To which I think there are two appropriate responses. The first, as epitomized by Joe Posnanski, is to lament the fact that the Yankees play with cheat mode enabled and still can't win all the time:
Baseball happens to be a sport where dominance can be obscured. It doesn’t look like dominance. What I mean is this: Baseball, for many reasons, is built in such a way that the best teams win less often than in other sports. A 13-win NFL team wins 81% of the time. A national championship contending football team might lose once or twice—or not at all. A 60-win NBA team wins 75% of the time, and a big time college basketball team will win closer to 90%. A 100-win baseball team wins 62% of the time . . .

And in that way the expanded playoffs have been genius for baseball—not only because they are milking television for every dime but because the short series have been baseball’s one Yankee-proofing defense against the ludicrous unfairness of the New York Yankees. Hey, if the game is rigged, rig the game. The Yankees spend a lot more money than any other team. As a direct result, they had the best record in the American League in 2002, 2003, 2004, 2006 and 2009. They made the playoffs every single year but one this decade (and going back to 1995). They are the best team with the best players every year—that sort of big money virtually guarantees it.

So, you create a system where the best team doesn’t always win.
The other, as embodied by my friend Andrew Seal, is to claim this victory a cosmic mistake unlikely to be repeated:
For awhile there (ca. Oct. 20, 2004 - Nov. 1, 2009), I honestly thought that the New York Yankees might never win another World Series in my lifetime. It was irrational and fairly dumb, but something during that time about how the internal logic of baseball seemed to be working allowed me to believe that the Yankees simply could not win a World Series under contemporary conditions . . .

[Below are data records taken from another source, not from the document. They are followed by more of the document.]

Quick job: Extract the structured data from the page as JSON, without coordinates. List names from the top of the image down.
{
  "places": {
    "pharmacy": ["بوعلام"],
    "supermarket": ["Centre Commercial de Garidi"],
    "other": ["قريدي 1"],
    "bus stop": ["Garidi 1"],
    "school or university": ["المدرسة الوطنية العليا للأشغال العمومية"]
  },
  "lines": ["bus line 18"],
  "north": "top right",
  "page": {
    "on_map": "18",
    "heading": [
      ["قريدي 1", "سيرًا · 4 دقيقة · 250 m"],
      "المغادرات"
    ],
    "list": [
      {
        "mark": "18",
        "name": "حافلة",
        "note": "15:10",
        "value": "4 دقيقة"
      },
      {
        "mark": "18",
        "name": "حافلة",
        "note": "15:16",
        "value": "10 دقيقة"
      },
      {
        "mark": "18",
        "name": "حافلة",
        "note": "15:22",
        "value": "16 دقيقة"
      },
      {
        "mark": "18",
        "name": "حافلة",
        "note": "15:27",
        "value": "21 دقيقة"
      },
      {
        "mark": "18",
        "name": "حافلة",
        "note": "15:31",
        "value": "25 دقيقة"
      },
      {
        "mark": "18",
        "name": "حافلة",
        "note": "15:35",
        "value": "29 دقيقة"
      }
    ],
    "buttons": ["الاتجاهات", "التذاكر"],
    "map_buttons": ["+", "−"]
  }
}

[T]he Yankees assumed a position of not just villainy but almost blasphemy, of satanism: this was an organization that, no matter whether it ever adopted sabermetrics and other related studies, did so still under the banner of the image, of fluidity (capital and labor moving in and out lubriciously), of what they looked like in the camera's eye or underneath the headline. Victories on the field were to be produced by victories in the press—boffo free agent signings, prima donna players, inter-family power struggles—in short, by dominating the attention of the media. It is of absolutely no relevance if the Yankees only differ in degree from the Red Sox or other big spenders in terms of how they ran their club; they always seem to wish to differ in kind, as if being a baseball team in a baseball league isn't all they are, as if what happens in the media has a reality beyond what happens on the field.

This strategy isn't supposed to win. Not now, not knowing what we know about how much of what defines and produces success isn't what the headlines cover. Baseball is a game about solid, unassuming middle relief, and the Yankees are Joba fucking Chamberlain. How can that possibly work out?

There are terabytes worth of reasons for hating the New York Yankees—historical, personal, ethical, spiritual, aesthetic, maybe sexual—but now there's one more: the metaphysical. Winning the World Series is a gash in the fabric of both justice and reality. This simply shouldn't have happened.